WHAT YOU NEED TO DO – Go through the data line by line. Copy each one holding the string "route".

----

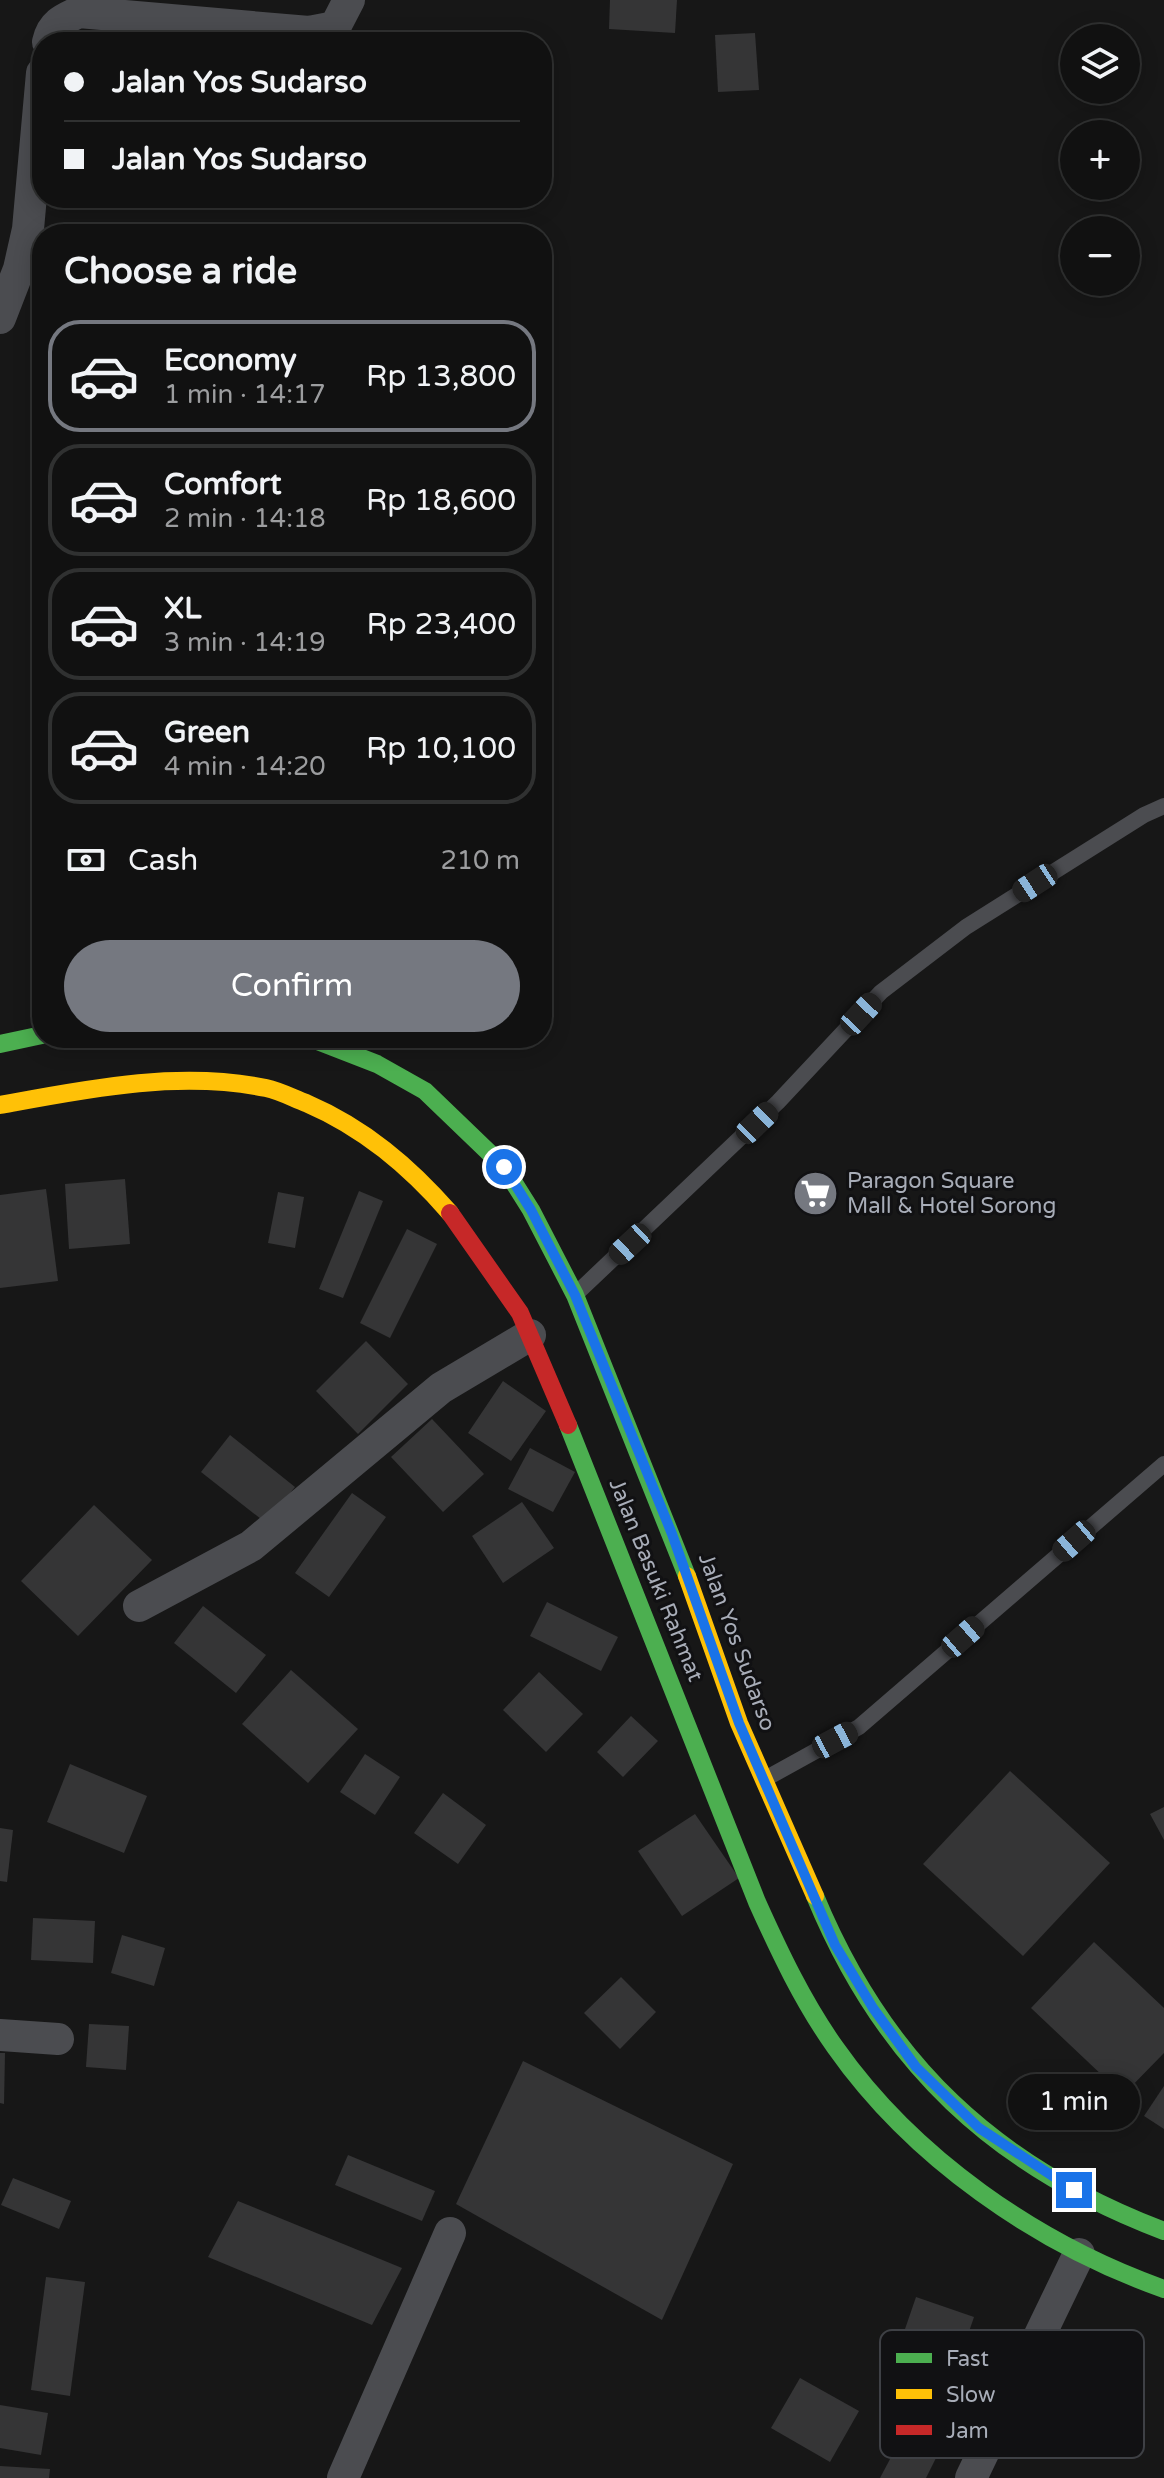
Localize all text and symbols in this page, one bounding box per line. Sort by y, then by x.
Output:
map controls [1060,24,1140,296]
button: layers [1060,24,1140,104]
text: Jalan Yos Sudarso [112,64,367,101]
button: + [1060,120,1140,200]
text: Jalan Yos Sudarso [112,141,367,178]
button: − [1060,216,1140,296]
text: Choose a ride [64,250,297,293]
icon: car [68,340,140,412]
text: Economy [164,342,297,379]
text: Rp 13,800 [366,358,516,395]
text: 1 min · 14:17 [164,379,326,410]
icon: car [68,464,140,536]
text: Comfort [164,466,282,503]
text: Rp 18,600 [366,482,516,519]
text: 2 min · 14:18 [164,503,326,534]
icon: car [68,588,140,660]
text: XL [164,590,201,627]
text: Rp 23,400 [367,606,516,643]
text: 3 min · 14:19 [164,627,326,658]
icon: car [68,712,140,784]
text: Green [164,714,250,751]
text: Rp 10,100 [366,730,516,767]
text: 4 min · 14:20 [164,751,326,782]
icon: cash [64,838,108,882]
text: Cash [128,842,198,879]
text: 210 m [440,845,520,876]
car [1008,860,1062,906]
button: Confirm [64,940,520,1032]
car [836,988,886,1040]
car [731,1098,783,1148]
route start [486,1149,522,1185]
place label: Paragon Square Mall & Hotel Sorong [847,1168,1056,1219]
supermarket icon: Paragon Square Mall & Hotel Sorong [792,1170,840,1218]
car [604,1219,656,1269]
street label: Jalan Basuki Rahmat [603,1475,709,1685]
car [1048,1516,1100,1566]
street label: Jalan Yos Sudarso [693,1550,781,1734]
car [937,1612,989,1662]
car [808,1718,862,1762]
callout: 1 min [1008,2074,1140,2130]
text: 1 min [1039,2086,1109,2117]
route end [1056,2172,1092,2208]
legend [880,2330,1144,2458]
text: Fast [946,2346,989,2372]
text: Slow [946,2382,996,2408]
text: Jam [946,2418,989,2444]

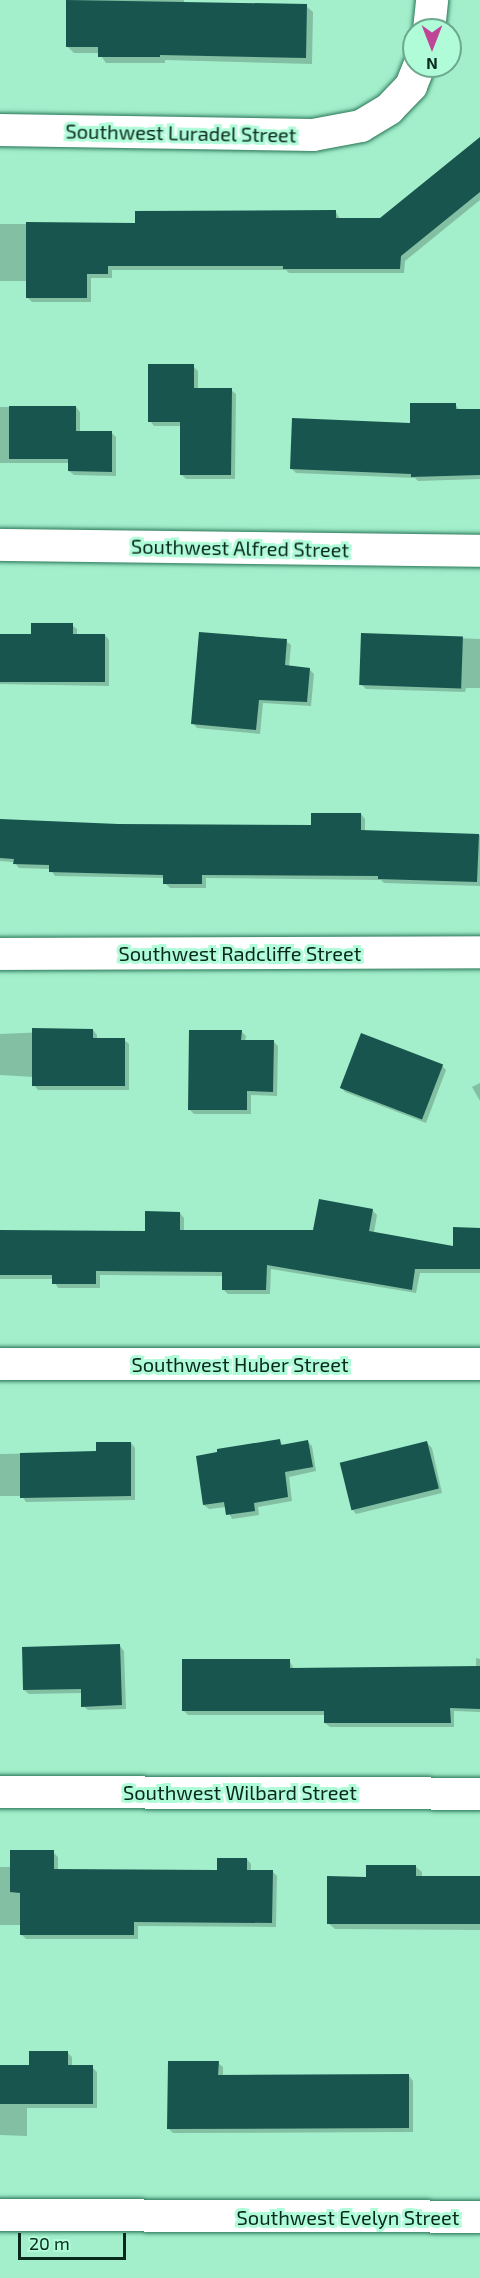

----

COMPLETED EXERCISE –
route start [486,1149,522,1185]
route end [1056,2172,1092,2208]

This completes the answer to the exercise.